Frequently Asked Questions about Berkeley Lab’s Research Data Policy
The Lab’s Research Data Policy covers the use, management and sharing of research data generated at Berkeley Lab. Its aim is to provide a framework for the managing and sharing of Research Data in support of Berkeley Lab’s mission of bringing science solutions to the world.
This policy applies to all research data for which Berkeley Lab holds ownership or use rights, and to all persons working for Berkeley Lab in any capacity or through any other augmentation to Berkeley Lab staffing levels, and who are involved in the design, conduct or reporting of research, regardless of the funding source for such activities.
The Research Data Policy was developed by a cross-Lab working group consisting of representatives from all Areas as well as the Laboratory Directorate.
Why can’t I copyright raw data? Can I copyright a database of (raw) data?
Raw data, scientific facts, algorithms/formulae, obviousness, cannot be granted IP protection by US law. US case history (previous legal decisions via the courts) determines the outcomes of nuanced situations, for example rearranging the order of names and numbers in a telephone book/database doesn’t necessarily give you new IP rights over the original.
Does it matter for copyright when the raw data is processed?
Raw data that has been processed may be copyrightable if adequate human interaction or authorship is involved. When this human interaction happens (e.g., as part of manual post-processing, or as part of the setup & control of a research-specific, in-situ processing pipeline) does not matter.

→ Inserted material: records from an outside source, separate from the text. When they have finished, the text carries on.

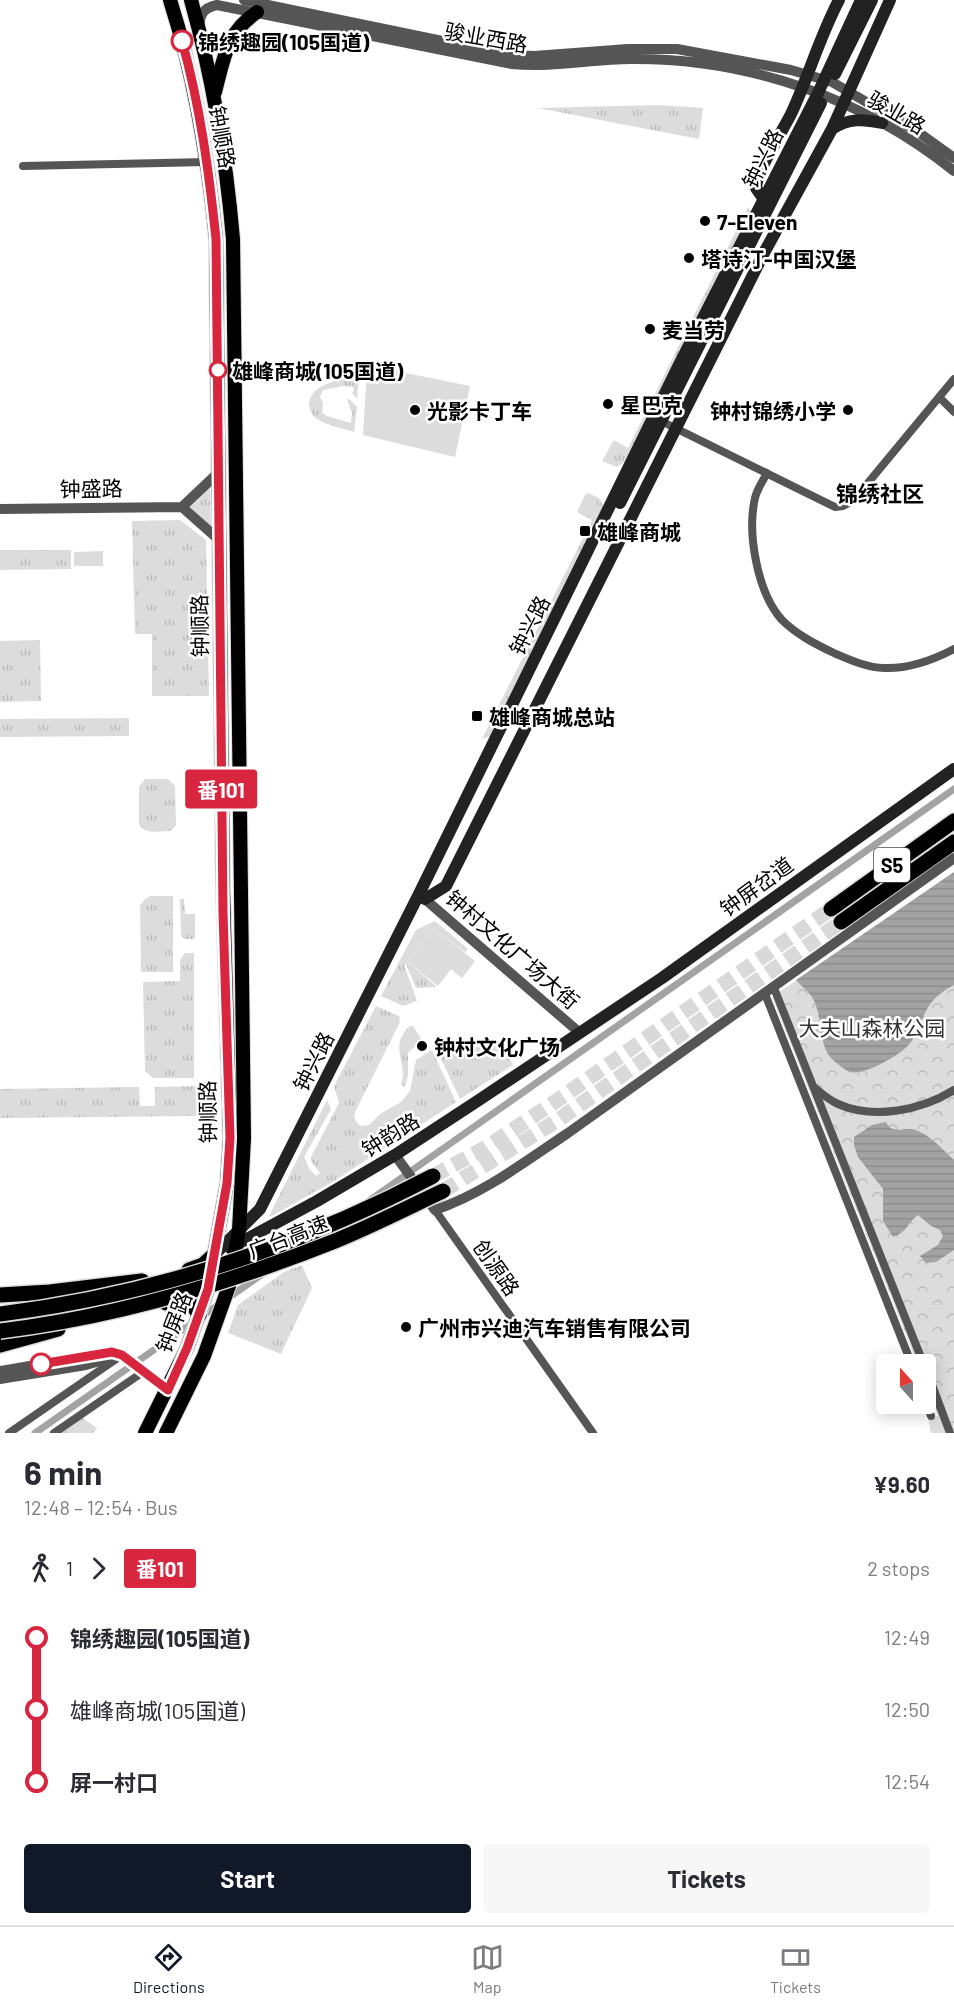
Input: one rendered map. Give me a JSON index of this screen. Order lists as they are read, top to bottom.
{
  "streets": {
    "highway": [
      "钟顺路",
      "S5",
      "广台高速",
      "钟屏路"
    ],
    "main road": ["钟兴路", "钟屏岔道", "钟韵路"],
    "street": [
      "骏业西路",
      "骏业路",
      "钟盛路",
      "钟村文化广场大街",
      "创源路"
    ]
  },
  "crossings": [
    ["骏业西路", "骏业路"],
    ["骏业西路", "钟顺路"],
    ["骏业西路", "钟兴路"],
    ["骏业路", "钟兴路"],
    ["钟顺路", "钟兴路"],
    ["钟顺路", "钟韵路"],
    ["钟顺路", "钟屏路"],
    ["钟兴路", "钟村文化广场大街"],
    ["钟兴路", "钟韵路"],
    ["钟兴路", "钟屏路"],
    ["钟屏岔道", "钟村文化广场大街"],
    ["钟屏岔道", "钟韵路"],
    ["钟村文化广场大街", "钟韵路"],
    ["钟韵路", "钟屏路"]
  ],
  "districts": ["锦绣社区"],
  "parks": ["大夫山森林公园"],
  "places": {
    "other": [
      "锦绣趣园(105国道)",
      "7-Eleven",
      "塔诗汀-中国汉堡",
      "麦当劳",
      "雄峰商城(105国道)",
      "星巴克",
      "光影卡丁车",
      "钟村锦绣小学",
      "钟村文化广场",
      "广州市兴迪汽车销售有限公司"
    ],
    "transit": ["雄峰商城", "雄峰商城总站"]
  },
  "lines": ["bus line 番101"],
  "north": "top",
  "page": {
    "on_map": "番101",
    "heading": ["6 min", "12:48 – 12:54 · Bus", "¥9.60"],
    "legs": ["1", "番101", "2 stops"],
    "list": [
      {
        "name": "锦绣趣园(105国道)",
        "value": "12:49"
      },
      {
        "name": "雄峰商城(105国道)",
        "value": "12:50"
      },
      {
        "name": "屏一村口",
        "value": "12:54"
      }
    ],
    "buttons": ["Start", "Tickets"],
    "tabs": ["Directions", "Map", "Tickets"]
  }
}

Data Management and Data Management Plans
What is a Data Management Plan?
Data Management Plans (DMP) document the procedures and processes for managing research data, including data collection, storage/protection, processing, as well as data licensing and sharing. It is useful to plan ahead on how to handle research data during and after a research project, and DMPs support the rigor and integrity of the research being undertaken.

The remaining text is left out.